START Data supplied
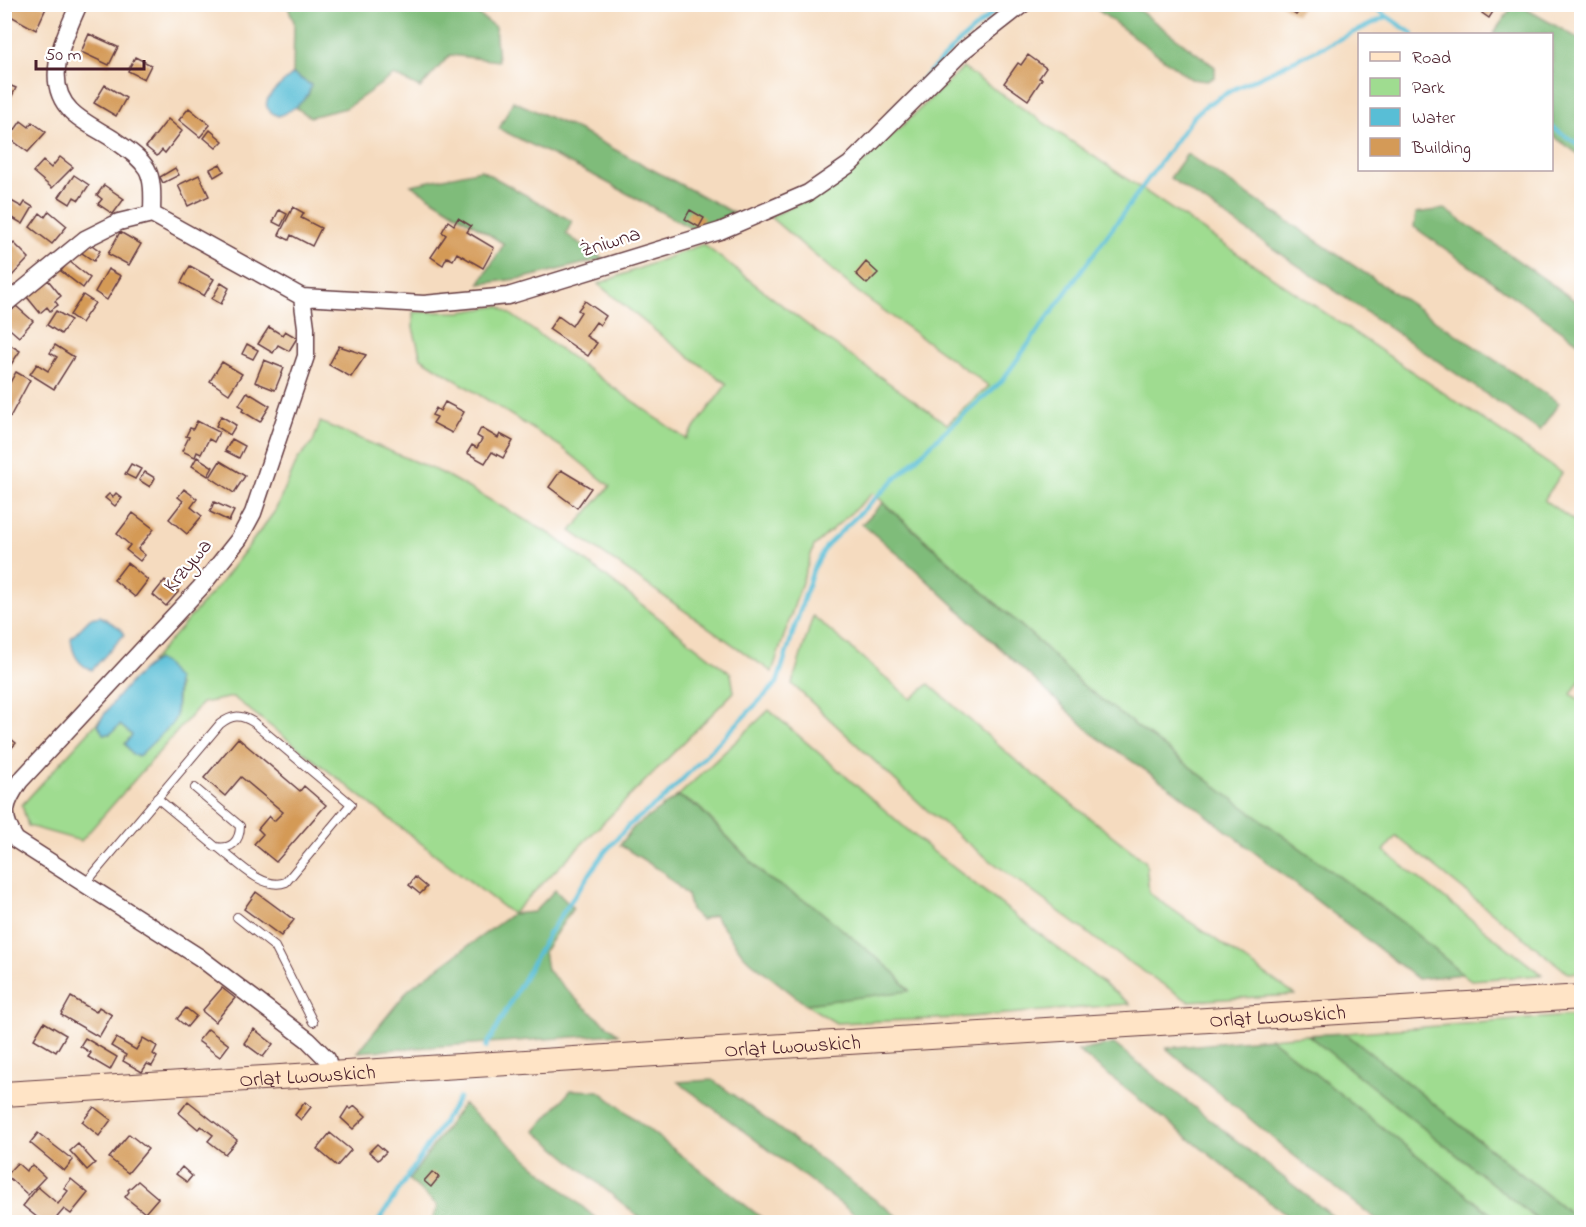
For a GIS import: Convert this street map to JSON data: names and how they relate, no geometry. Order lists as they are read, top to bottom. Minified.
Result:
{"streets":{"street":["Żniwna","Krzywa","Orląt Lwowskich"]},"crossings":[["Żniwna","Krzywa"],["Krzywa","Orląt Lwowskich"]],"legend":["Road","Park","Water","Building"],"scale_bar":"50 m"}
END Data supplied
START Data supplied
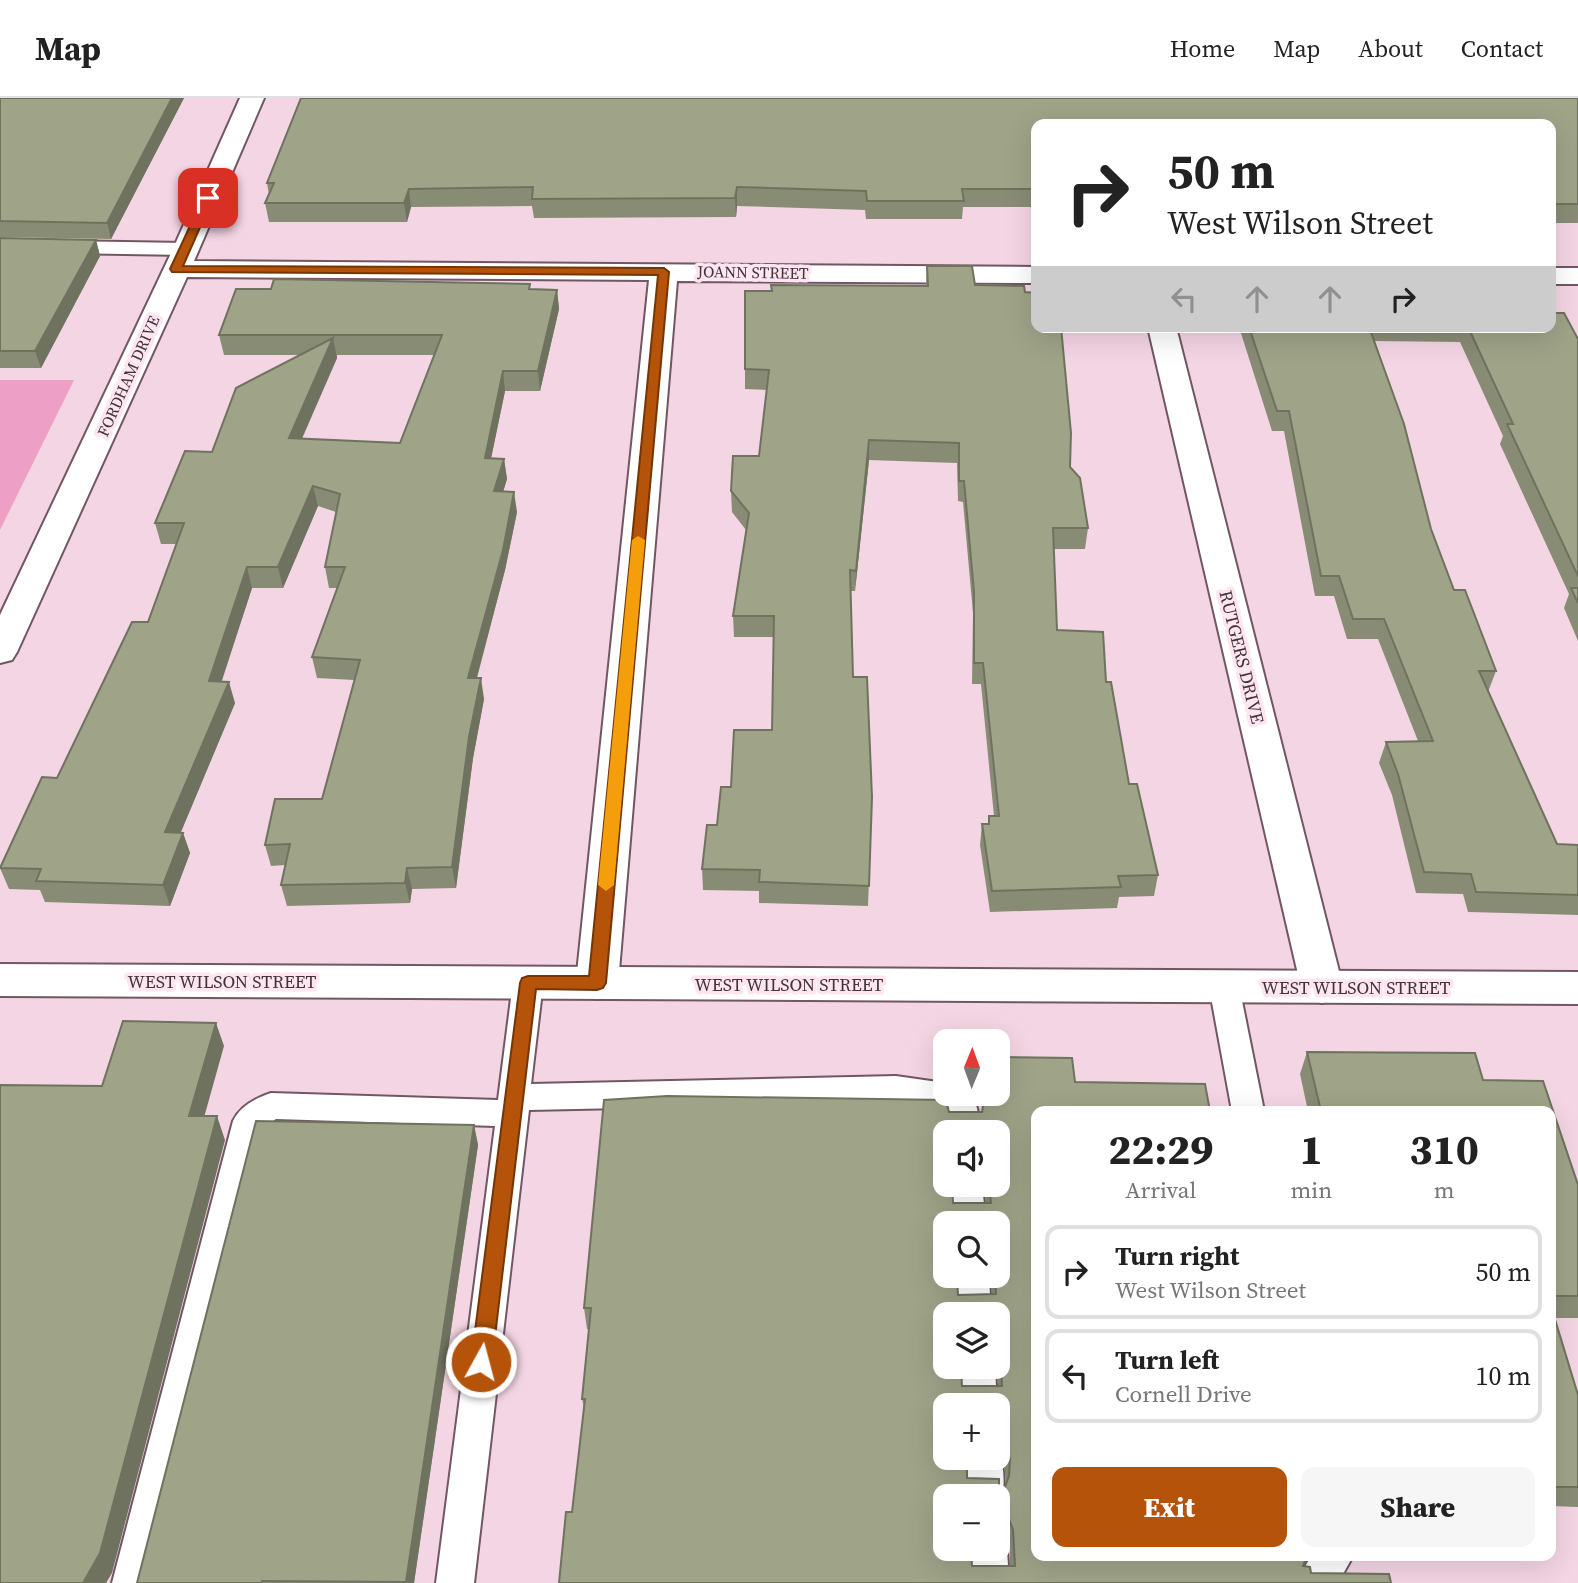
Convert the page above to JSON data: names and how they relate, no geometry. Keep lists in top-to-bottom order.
END Data supplied
Filter the records for lines containing the word "names" and copy each one.

For a GIS import: Convert this street map to JSON data: names and how they relate, no geometry. Order lists as they are read, top to bottom. Minified.
Convert the page above to JSON data: names and how they relate, no geometry. Keep lists in top-to-bottom order.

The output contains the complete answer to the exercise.